Verma Subodh, Badiwala Mitesh V, Weisel Richard D, Li Shu-Hong, Wang Chao-Hung, Fedak Paul W M, Li Ren-Ke, Mickle Donald A G
Division of Cardiac Surgery, Toronto General Hospital, University of Toronto, Ontario, Canada.
J Thorac Cardiovasc Surg. 2003 Dec;126(6):1886-91. doi: 10.1016/j.jtcvs.2003.07.026.
Elevated levels of C-reactive protein are one of the strongest prognostic factors in atherosclerosis. In addition to predicting vascular disease, C-reactive protein may directly facilitate the development of a proinflammatory and proatherosclerotic phenotype. Recent studies have demonstrated marked up-regulation of various adhesion molecules and inflammatory responses in endothelial cells subjected to C-reactive protein. The nuclear factor-kappaB signal transduction is known to play a key role in the expression of these proatherogenic entities. This study examines the direct effects of C-reactive protein on nuclear factor-kappaB activation and related mechanisms in saphenous vein endothelial cells.
The activation of nuclear factor-kappaB was determined by confocal microscopy assessing the nuclear localization of nuclear factor-kappaB in endothelial cells incubated with C-reactive protein (50 microg/mL) for 30 minutes and 3 hours. Cells not incubated with C-reactive protein were used as negative controls, and cells incubated with tumor necrosis factor-alpha (10 ng/mL) for 15 minutes were used as positive controls in all studies. The degradation of IkappaB-alpha and IkappaB-beta was assessed by Western blotting of the cell lysates obtained from cells incubated with human recombinant C-reactive protein (50 microg/mL) for 15 minutes, 30 minutes, and 1 hour.
Nuclear factor-kappaB nuclear translocation in endothelial cells increased significantly after 30 minutes of incubation with C-reactive protein (P <.01). Nuclear localization of nuclear factor-kappaB returned to baseline levels after 3 hours of incubation with C-reactive protein. Incubation with C-reactive protein resulted in degradation of IkappaB-alpha that was maximal at 30 minutes (P <.05). C-reactive protein showed no significant effect on IkappaB-beta degradation.
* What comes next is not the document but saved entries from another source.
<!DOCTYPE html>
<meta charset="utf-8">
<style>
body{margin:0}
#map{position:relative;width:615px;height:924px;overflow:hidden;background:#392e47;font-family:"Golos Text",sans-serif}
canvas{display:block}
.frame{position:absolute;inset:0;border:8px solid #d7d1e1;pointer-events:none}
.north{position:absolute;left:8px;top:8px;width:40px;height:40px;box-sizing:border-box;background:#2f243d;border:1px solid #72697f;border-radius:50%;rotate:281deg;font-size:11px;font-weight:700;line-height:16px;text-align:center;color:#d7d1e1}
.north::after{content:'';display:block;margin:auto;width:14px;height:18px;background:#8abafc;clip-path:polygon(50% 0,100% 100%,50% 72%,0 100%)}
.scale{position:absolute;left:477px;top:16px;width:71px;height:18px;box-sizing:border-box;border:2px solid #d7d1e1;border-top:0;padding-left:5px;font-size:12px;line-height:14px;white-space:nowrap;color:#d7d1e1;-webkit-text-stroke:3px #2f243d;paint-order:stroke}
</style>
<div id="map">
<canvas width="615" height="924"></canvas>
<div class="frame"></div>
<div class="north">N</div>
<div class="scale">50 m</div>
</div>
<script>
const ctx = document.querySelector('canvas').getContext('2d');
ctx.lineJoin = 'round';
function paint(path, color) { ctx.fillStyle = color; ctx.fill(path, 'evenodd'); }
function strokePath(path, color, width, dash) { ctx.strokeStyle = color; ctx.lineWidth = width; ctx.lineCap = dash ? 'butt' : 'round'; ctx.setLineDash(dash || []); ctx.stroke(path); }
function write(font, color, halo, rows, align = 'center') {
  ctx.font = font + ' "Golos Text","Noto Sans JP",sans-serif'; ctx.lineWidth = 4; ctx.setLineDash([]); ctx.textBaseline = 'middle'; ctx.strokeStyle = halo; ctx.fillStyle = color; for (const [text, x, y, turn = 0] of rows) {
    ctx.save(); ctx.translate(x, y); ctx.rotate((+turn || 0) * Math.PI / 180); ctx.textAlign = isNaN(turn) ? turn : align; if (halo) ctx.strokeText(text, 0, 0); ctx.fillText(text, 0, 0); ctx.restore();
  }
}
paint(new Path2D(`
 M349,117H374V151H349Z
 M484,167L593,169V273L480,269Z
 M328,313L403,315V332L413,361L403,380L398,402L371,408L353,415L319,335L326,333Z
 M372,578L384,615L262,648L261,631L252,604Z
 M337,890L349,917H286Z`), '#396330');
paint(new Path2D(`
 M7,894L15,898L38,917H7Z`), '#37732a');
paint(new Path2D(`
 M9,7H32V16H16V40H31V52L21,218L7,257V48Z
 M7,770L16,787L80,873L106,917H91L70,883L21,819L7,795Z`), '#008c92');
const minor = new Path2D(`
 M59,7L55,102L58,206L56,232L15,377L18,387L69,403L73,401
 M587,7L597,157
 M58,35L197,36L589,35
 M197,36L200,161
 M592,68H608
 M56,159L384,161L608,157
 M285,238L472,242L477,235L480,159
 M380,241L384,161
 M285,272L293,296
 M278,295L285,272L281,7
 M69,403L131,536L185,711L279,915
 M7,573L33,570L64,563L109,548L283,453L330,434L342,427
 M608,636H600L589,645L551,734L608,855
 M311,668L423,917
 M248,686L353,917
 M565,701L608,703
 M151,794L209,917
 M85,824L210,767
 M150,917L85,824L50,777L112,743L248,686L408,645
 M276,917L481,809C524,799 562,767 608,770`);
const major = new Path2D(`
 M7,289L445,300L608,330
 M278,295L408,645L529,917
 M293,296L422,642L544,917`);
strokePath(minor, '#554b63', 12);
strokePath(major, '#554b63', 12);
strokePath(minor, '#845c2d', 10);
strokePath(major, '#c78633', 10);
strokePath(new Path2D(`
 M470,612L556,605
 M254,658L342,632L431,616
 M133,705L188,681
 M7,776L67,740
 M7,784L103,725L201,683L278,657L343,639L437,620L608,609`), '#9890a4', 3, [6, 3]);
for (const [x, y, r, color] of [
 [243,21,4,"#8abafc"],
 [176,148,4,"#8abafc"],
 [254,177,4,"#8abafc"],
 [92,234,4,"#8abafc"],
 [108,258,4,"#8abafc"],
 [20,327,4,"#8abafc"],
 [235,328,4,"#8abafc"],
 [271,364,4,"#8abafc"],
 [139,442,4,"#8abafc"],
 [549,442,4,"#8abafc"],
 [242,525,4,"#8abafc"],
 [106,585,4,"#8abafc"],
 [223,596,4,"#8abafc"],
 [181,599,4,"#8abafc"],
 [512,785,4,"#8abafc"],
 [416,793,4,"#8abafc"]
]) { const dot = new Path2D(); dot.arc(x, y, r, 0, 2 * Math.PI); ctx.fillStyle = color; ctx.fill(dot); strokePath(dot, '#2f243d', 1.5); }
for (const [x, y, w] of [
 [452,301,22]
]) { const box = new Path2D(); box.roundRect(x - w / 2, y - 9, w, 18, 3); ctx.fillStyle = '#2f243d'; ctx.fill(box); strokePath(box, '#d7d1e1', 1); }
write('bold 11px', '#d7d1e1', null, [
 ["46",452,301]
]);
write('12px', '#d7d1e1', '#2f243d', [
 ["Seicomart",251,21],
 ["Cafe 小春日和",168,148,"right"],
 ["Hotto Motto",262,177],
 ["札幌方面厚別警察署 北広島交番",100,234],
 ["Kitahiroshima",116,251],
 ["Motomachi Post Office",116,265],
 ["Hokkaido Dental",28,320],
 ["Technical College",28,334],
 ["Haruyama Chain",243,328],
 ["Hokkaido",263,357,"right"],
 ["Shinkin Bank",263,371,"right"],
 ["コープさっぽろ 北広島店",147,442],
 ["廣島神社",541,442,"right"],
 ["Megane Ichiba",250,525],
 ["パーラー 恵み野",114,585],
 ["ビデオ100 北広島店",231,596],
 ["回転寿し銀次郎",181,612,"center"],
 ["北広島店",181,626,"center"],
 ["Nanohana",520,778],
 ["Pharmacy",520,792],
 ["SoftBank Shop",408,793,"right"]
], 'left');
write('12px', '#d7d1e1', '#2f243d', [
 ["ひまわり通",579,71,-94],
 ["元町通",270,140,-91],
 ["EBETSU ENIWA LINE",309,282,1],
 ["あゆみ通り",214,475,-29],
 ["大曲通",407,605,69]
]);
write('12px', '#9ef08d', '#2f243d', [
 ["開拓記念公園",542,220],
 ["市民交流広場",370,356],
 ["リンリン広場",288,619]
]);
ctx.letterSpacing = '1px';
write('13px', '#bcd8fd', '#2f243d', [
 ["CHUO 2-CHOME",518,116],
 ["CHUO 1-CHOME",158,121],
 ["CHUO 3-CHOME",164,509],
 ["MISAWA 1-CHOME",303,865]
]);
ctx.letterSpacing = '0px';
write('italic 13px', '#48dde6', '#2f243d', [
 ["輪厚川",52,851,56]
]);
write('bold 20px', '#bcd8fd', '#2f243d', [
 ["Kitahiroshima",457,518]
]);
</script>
These data demonstrate, for the first time, that C-reactive protein activates the nuclear factor-kappaB signal transduction pathway in endothelial cells. Degradation of IkappaB-alpha, but not IkappaB-beta, seems to be the major pathway leading to nuclear factor-kappaB nuclear translocation and activation induced by C-reactive protein. These data support the concept that C-reactive protein, at concentrations known to predict diverse vascular insults, directly facilitates a proinflammatory and proatherosclerotic phenotype through activation of nuclear factor-kappaB. These data have important implications for saphenous vein atherosclerosis in patients with elevated C-reactive protein levels.
C反应蛋白水平升高是动脉粥样硬化最强的预后因素之一。除了预测血管疾病外,C反应蛋白可能直接促进促炎和促动脉粥样硬化表型的发展。最近的研究表明,在受到C反应蛋白作用的内皮细胞中,各种黏附分子和炎症反应显著上调。已知核因子-κB信号转导在这些促动脉粥样硬化因子的表达中起关键作用。本研究探讨C反应蛋白对大隐静脉内皮细胞核因子-κB激活的直接影响及其相关机制。
通过共聚焦显微镜评估与C反应蛋白(50μg/mL)孵育30分钟和3小时的内皮细胞中核因子-κB的核定位,来确定核因子-κB的激活情况。在所有研究中,未与C反应蛋白孵育的细胞用作阴性对照,与肿瘤坏死因子-α(10ng/mL)孵育15分钟的细胞用作阳性对照。通过对与人重组C反应蛋白(50μg/mL)孵育15分钟、30分钟和1小时的细胞所获得的细胞裂解物进行蛋白质印迹分析,评估IκB-α和IκB-β的降解情况。
与C反应蛋白孵育30分钟后,内皮细胞中核因子-κB的核转位显著增加(P<.01)。与C反应蛋白孵育3小时后,核因子-κB的核定位恢复到基线水平。与C反应蛋白孵育导致IκB-α降解,在30分钟时达到最大程度(P<.05)。C反应蛋白对IκB-β降解无显著影响。
这些数据首次证明,C反应蛋白在内皮细胞中激活核因子-κB信号转导途径。IκB-α而非IκB-β的降解似乎是导致C反应蛋白诱导核因子-κB核转位和激活的主要途径。这些数据支持以下概念,即已知能预测多种血管损伤的浓度的C反应蛋白,通过激活核因子-κB直接促进促炎和促动脉粥样硬化表型。这些数据对于C反应蛋白水平升高患者的大隐静脉动脉粥样硬化具有重要意义。